Blend well the following 1 chopped onion, 200ml of thick curd, 7g of garam masala, 3 dried chilies, a pinch of red colour, 2 tbsp coriander seeds, juice of 1 lemon, half tsp ginger garlic paste and 2 tsp salt. Add this marinade to washed and 1 kg drip dried chicken. Marinate for 4 hours in a fridge, and then pack and freeze. Fry either in OTG or frying pan in a low flame. Bon appetite!

Tomato chicken preparation - Very versatile !

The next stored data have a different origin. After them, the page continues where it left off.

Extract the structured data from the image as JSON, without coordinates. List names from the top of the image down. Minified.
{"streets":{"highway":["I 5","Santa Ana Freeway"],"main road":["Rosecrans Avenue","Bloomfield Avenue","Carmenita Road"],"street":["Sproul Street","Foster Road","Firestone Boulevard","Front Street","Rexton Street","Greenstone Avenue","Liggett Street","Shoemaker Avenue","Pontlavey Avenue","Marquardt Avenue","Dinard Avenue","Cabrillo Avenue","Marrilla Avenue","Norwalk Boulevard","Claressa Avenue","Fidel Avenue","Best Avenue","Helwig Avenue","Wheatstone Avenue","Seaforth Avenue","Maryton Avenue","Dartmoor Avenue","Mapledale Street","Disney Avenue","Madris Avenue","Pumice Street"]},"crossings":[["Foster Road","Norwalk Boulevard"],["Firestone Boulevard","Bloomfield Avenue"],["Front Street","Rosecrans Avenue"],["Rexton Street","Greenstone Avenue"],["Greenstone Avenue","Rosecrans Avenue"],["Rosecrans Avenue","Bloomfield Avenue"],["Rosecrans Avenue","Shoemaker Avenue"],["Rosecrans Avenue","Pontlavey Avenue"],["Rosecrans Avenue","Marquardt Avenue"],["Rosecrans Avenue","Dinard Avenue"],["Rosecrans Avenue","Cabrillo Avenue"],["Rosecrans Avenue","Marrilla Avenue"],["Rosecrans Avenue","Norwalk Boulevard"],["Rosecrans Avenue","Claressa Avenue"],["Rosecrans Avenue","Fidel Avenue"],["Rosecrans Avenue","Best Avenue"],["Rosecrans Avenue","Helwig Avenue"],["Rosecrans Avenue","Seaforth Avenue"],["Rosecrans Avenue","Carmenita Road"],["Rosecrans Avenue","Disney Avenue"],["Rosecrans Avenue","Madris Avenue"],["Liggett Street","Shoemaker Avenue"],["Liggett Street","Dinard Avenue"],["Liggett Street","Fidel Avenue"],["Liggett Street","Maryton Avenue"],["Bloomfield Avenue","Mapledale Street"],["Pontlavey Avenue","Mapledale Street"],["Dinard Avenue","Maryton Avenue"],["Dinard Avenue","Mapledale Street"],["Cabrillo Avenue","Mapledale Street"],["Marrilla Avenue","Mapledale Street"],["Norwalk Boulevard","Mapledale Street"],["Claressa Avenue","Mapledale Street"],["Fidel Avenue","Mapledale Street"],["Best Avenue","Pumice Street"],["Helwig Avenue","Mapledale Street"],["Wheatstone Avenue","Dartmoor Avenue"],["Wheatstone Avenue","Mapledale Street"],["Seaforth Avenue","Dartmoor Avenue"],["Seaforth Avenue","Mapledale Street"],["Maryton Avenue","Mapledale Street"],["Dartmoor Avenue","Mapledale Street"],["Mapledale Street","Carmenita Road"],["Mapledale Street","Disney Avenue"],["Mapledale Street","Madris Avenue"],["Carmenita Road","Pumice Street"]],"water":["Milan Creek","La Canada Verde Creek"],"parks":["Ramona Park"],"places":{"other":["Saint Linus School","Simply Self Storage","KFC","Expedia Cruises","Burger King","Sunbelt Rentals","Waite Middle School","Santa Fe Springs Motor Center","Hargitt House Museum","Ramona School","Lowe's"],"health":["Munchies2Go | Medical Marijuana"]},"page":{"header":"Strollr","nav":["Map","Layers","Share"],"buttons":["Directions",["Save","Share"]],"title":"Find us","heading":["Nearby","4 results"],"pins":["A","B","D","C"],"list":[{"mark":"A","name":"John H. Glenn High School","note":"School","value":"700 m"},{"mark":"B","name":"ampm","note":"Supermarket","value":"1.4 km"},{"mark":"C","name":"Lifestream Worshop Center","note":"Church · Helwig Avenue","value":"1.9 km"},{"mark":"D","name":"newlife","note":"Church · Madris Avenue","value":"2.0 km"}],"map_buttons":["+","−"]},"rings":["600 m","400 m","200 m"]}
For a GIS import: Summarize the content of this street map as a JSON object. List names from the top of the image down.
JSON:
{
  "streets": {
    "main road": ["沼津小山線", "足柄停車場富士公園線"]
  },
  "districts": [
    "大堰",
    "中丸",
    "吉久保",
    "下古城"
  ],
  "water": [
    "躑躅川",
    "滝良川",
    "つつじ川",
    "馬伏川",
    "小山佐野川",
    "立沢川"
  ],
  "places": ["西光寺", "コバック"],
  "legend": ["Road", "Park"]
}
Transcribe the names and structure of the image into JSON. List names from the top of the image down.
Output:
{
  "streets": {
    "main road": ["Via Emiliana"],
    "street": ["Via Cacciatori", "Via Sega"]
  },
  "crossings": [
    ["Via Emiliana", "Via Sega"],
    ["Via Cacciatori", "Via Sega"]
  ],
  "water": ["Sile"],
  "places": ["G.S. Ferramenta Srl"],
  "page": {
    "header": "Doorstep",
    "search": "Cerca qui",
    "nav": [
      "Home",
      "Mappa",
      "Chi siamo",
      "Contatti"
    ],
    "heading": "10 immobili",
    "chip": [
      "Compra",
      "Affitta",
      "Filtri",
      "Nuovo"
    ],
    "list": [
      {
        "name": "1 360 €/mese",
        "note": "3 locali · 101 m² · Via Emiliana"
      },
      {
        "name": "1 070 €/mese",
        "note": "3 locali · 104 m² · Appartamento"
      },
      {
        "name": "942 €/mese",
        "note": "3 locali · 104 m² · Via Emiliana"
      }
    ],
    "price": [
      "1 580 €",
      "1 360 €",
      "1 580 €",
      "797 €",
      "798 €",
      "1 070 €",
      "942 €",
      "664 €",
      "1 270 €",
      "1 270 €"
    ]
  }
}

Place the cloves of 3 garlics in 5 tbsp of oil for 10 minutes. The garlics will impart a lovely taste into the oil. Now fry them on a low flame to avoid the garlics from burning. Add and fry 5 diced onions. Now add 1½ kg of well blended tomaotes. Once it is boiled and a little thick, add 2 tsp pepper powder, 2 tsp oregano, 2 tsp basil (dry tulsi leaves) and a pinch of ajinomoto (optional). Once it simmers, add 1 kg of shredded chicken and 3 finely chopped chillies. Simmer for 10 minutes.
This preparation may be used as a pizza topping, as a sandwich filling, as a accompaniment to pasta or just as a curry. It is very versatile and quite healthy.

Butter Chicken

Fry 2 onions in oil till transparent and then add 2 cinnamon sticks and continue frying. Once a good aroma arises, add a little water and 2 tsp ginger garlic paste while stirring continuously. Once it gets thick, add 2 tsp turmeric, 3 tsp chilli, 2 tsp coriander powder with 1 tsp salt and mix well. Pour in 2 tbsp tomato paste and 1 tbsp cashew paste and add a little water if needed. When it starts to boil, add the 1kg diced chicken. Then add sufficient water for the chicken to boil. The gravy should get thick according to your requirement. Before switching off the fire, add butter and serve hot with rice/chapati/dosa.

Chicken Masala

Cut 1kg chicken into pieces and marinate with 4 tbsp curd and 1 tsp of salt and keep aside for an hour. Meanwhile heat oil and fry 1 tsp turmeric powder and quickly add 3 diced onions and fry till light brown. To this add 2 tsp ginger garlic paste, 2 tsp chilli and 2 tsp coriander powder and stir well until the oil comes out clear. Now add the chicken and sufficient water to make good sauce. • Cover and let cook on gentle heat till chicken is done.

Chicken Moglai

Heat the ghee or butter in a large pan over moderate heat and fry 2 diced onions with the 1 tsp salt until translucent. To this add 2 tsp ginger garlic paste, 6 cardamoms, and 2 cinnamon sticks. Stir-fry until the onions are golden brown. and then add the chunks of 1kg chicken and cook, stirring occasionally, for about 15 minutes. • In a small bowl, mix together the 4 eggs, 4tsp sugar, 8 ground almonds and 4 tbsp milk cream. Reduce the flame to a minimum and pour this mixture into the gravy and simmet till the chicken is tender. Serve hot!

Sauté vegetable and chicken

Heat 6 tbsp of oil and add 3 onions, ½ kg chicken (cubed/sliced), ½ kg shred cabbage and ½ kg shred carrot. Once a good aroma arises, add 4 tsp Garam masala powder (equal parts of cardamom, cinnamon and cloves), 2 tsp salt and 3 tbsp light soy sauce. Resist the temptation to add water while heating since the veggies give out the water. In case the veggies stick to the pan, add a tomato for flavour, water and dont forget to reduce the flame!

This dish is quite versatile. In case you are in a hurry, just put some of this mixture in a pressure cooker, with rice and the required quantity of water. Cook for two whistles and you are good to go! A veritable time saver. Also works great as a combination with pasta or as a sandwich filling.